Abu Dhabi: Mutual fund assets in the Gulf rose 9 per cent or $2.3 billion (Dh8.45 billion) in the first half of last year, according to a study released yesterday.
The global mutual fund industry regained some lost ground in 2010 and the Gulf Cooperation Council countries (GCC) witnessed a flurry of new funds, according to the GCC Mutual Fund Industry Survey 2010.
The study noted that according to the Investment Company Institute, global mutual fund assets at the end of June last year stood at $21.4 trillion, a jump of 5.4 per cent from a year earlier. Assets under management, however, were still 18 per cent lower than the peak of $26.15 trillion at the end of 2007.
The survey was sponsored by the Abu Dhabi Council for Economic Development, Qatar Financial Centre Authority, PricewaterhouseCoopers, Dow Jones Indexes and Emirates NBD.
"The purpose of this study and its release is to provide greater information about the market to investors, policymakers, journalists and analysts," said Michael H. Tomalin, NBAD group chief executive.
According to the study, Saudi Arabia was the largest mutual fund industry in the region. Fund managers in the GCC control an estimated half of global Sharia-compliant fund assets.
Risk aversion
Fund managers located in Saudi Arabia in particular dominate the Sharia-compliant fund segment. While the position of the UAE ranks higher as an asset management centre in the GCC, it ranks lower as a fund management centre.

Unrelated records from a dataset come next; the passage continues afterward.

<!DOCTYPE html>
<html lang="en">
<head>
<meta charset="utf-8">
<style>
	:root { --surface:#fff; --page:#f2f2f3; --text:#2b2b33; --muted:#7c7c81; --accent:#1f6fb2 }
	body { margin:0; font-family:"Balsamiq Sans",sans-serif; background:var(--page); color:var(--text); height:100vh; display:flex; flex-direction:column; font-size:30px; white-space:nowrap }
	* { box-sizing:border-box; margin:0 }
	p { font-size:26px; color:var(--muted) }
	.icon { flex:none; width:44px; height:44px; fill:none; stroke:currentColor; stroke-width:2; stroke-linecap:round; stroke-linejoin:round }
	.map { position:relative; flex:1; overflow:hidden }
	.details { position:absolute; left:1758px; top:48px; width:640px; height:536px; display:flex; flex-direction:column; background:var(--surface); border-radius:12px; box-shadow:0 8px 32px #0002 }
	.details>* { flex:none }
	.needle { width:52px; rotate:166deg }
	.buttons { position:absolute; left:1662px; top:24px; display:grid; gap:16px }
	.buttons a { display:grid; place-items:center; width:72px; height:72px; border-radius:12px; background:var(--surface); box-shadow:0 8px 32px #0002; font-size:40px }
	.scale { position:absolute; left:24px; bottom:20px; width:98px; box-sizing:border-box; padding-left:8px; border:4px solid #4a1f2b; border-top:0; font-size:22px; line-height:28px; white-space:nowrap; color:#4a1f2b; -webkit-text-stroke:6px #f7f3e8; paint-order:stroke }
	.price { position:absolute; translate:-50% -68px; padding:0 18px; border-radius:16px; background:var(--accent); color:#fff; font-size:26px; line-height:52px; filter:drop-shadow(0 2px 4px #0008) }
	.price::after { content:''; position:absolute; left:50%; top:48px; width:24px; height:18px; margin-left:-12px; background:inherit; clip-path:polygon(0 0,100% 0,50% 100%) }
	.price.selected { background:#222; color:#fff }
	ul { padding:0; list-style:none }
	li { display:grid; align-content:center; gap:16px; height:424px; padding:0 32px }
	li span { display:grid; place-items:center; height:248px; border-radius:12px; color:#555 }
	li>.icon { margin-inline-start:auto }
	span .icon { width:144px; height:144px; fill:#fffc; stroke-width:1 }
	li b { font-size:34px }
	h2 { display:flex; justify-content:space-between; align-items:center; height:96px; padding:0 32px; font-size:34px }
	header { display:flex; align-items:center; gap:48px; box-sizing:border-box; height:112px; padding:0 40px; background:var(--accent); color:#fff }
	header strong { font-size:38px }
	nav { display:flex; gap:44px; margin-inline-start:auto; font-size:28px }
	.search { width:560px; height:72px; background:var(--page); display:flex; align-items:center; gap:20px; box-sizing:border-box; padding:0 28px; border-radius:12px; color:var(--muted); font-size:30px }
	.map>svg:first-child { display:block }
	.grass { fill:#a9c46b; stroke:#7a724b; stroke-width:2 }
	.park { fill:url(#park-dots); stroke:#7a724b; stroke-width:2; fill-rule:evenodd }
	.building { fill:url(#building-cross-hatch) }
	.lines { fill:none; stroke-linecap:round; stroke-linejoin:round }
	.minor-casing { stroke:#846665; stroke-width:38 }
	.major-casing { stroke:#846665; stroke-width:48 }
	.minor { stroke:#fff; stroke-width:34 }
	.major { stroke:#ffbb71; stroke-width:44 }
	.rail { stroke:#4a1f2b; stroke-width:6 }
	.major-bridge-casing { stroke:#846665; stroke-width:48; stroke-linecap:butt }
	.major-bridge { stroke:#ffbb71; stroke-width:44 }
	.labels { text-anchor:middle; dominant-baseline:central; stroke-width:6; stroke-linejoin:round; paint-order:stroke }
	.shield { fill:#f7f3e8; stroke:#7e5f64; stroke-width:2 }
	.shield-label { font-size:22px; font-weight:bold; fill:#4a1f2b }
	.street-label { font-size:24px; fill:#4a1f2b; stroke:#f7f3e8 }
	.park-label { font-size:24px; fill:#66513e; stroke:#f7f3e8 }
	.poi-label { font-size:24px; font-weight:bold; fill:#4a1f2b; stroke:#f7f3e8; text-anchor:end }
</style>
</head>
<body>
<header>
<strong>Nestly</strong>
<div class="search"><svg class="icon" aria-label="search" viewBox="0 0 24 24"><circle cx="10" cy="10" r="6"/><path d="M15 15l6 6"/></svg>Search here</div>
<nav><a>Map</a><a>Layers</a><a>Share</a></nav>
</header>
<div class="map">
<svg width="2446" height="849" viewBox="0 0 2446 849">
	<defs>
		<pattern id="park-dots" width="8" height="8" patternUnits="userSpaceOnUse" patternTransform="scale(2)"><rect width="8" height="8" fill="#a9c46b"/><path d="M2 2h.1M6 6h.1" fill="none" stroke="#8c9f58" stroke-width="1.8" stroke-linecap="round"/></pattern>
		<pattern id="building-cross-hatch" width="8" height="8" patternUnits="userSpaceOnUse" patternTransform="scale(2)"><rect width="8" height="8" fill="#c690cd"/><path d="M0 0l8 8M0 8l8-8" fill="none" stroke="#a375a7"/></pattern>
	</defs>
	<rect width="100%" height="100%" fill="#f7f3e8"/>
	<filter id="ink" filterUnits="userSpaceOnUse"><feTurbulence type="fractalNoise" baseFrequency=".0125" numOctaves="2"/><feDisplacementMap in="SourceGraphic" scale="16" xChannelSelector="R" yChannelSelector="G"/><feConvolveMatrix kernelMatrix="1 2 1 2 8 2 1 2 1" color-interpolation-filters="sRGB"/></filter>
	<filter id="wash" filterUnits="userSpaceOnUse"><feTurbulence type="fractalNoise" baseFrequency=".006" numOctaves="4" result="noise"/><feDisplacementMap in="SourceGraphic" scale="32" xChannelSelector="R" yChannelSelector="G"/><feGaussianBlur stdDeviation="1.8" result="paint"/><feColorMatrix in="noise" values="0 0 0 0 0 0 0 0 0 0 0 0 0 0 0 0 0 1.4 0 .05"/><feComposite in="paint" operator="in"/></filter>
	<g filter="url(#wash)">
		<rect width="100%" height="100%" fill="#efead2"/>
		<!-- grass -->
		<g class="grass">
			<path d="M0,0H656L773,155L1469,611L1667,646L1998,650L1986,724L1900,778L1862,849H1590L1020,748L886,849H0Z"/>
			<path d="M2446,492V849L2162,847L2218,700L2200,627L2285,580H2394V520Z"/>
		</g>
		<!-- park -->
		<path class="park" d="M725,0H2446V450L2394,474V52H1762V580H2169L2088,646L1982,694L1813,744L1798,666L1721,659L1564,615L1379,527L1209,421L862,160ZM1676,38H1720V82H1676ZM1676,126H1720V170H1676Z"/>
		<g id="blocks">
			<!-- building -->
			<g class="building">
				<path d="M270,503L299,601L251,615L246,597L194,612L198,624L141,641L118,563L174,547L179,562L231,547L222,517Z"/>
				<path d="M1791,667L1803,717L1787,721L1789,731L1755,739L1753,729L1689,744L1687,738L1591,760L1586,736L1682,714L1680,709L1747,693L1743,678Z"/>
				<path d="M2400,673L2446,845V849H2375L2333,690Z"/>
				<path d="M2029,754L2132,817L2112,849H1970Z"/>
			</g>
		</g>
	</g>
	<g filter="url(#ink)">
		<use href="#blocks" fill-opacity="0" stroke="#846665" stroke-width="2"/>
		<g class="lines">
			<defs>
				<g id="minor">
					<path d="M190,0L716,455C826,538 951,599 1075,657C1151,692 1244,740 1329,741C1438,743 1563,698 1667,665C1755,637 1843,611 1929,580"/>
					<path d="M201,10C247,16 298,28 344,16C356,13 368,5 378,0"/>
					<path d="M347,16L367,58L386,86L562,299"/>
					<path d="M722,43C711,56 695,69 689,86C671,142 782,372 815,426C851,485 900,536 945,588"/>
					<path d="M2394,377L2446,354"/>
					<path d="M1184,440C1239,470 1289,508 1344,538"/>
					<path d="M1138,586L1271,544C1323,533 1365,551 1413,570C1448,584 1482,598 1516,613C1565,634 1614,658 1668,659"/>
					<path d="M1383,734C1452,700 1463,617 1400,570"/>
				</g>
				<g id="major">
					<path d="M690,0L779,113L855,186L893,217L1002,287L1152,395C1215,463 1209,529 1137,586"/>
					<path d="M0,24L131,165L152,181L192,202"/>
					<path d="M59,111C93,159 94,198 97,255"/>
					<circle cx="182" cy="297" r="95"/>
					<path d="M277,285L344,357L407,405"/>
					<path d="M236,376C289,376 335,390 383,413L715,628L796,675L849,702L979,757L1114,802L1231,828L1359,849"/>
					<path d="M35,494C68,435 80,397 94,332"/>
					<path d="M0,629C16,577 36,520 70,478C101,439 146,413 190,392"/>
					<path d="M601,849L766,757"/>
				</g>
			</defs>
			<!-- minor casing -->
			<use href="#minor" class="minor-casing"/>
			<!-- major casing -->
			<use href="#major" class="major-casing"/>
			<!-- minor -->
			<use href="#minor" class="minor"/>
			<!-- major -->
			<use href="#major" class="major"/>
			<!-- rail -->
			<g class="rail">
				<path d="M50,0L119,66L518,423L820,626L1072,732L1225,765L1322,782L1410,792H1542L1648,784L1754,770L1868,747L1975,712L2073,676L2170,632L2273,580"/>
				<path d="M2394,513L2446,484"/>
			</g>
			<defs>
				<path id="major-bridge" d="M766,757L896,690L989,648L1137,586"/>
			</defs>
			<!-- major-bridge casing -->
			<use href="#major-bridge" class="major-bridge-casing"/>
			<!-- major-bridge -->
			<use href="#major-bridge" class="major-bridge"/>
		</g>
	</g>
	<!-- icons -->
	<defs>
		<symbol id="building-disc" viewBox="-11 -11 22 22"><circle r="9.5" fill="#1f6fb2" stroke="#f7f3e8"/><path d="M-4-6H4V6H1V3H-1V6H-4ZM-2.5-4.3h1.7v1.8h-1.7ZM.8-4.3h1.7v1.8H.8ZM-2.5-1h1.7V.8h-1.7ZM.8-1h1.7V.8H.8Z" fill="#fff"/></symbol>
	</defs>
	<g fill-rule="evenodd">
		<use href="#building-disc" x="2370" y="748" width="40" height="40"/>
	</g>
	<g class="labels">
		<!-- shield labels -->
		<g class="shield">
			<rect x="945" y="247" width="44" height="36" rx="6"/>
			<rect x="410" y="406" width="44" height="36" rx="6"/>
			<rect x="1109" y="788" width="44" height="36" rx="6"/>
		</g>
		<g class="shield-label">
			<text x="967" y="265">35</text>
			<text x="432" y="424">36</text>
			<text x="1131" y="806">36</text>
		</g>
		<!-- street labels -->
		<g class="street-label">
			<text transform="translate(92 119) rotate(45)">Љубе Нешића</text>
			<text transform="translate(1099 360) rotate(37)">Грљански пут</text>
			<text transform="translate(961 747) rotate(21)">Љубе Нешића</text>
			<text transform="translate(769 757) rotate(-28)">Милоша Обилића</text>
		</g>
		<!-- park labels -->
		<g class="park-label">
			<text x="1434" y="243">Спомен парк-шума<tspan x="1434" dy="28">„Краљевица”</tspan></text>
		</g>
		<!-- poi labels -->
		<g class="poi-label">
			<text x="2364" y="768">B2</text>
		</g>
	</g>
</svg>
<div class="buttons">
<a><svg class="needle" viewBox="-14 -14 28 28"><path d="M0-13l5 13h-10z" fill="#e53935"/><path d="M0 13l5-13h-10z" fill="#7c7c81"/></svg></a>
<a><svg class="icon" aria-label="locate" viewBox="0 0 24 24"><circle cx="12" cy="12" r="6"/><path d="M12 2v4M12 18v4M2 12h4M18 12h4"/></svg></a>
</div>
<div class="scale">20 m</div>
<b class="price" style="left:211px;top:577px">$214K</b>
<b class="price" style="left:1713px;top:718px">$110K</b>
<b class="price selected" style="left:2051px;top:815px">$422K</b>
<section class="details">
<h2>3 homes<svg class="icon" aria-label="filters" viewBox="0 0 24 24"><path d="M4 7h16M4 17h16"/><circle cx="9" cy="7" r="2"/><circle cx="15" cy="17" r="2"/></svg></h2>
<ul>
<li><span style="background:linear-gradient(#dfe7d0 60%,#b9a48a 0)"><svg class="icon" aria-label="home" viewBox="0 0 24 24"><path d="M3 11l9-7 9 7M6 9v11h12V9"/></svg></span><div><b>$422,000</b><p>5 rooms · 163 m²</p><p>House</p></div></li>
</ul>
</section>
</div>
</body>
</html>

Equity funds in the GCC saw net outflows in the January 29-June 20 period for which data were available. Fixed income funds also witnessed outflows against the background of flows and ebbs of regional debt restructuring news. The only category to witness inflows was Islamic money market funds reflecting risk aversion.
The only country in the GCC that saw any meaningful increase in net new cash flow into funds was Saudi Arabia.
In Saudi Arabia, there were 340,515 subscribers (about 1.4 per cent of the population, down from 2.5 per cent of the population in 2005) in 241 funds at the end of the second quarter last year, according to data from the Saudi Arabian Monetary Agency (Sama). The number of subscribers was down by 8,959 or 2.6 per cent quarter-on-quarter and down by 28,730 or 7.8 per cent year-on-year.
The number of mutual fund subscribers fell by 15,816 in the first six months of 2010. Fund assets stood at $26.4 billion, up 11.7 per cent year-on-year at the end of the second quarter. Fund assets were up 10.5 per cent from end-2009 to the end of the second quarter of 2010.
Mutual funds domiciled in Kuwait saw net outflows of $603 million in the January 29-June 20 period. Overall assets of mutual funds domiciled in Bahrain were roughly unchanged during the period.
Commenting on the purpose of the study, Giyas Gökkent, Group Chief Economist at NBAD and author of the survey, said: "Policymakers in a number of GCC member states have identified asset management as a focus sector in the development of their economies.
"The survey provides a description of the ‘visible universe' of the GCC mutual fund industry within the constraint of data availability for the sector and it is intended to act as a seed to generate interest and bring together various entities that have a stake in the industry with a view to the formation of a fund association."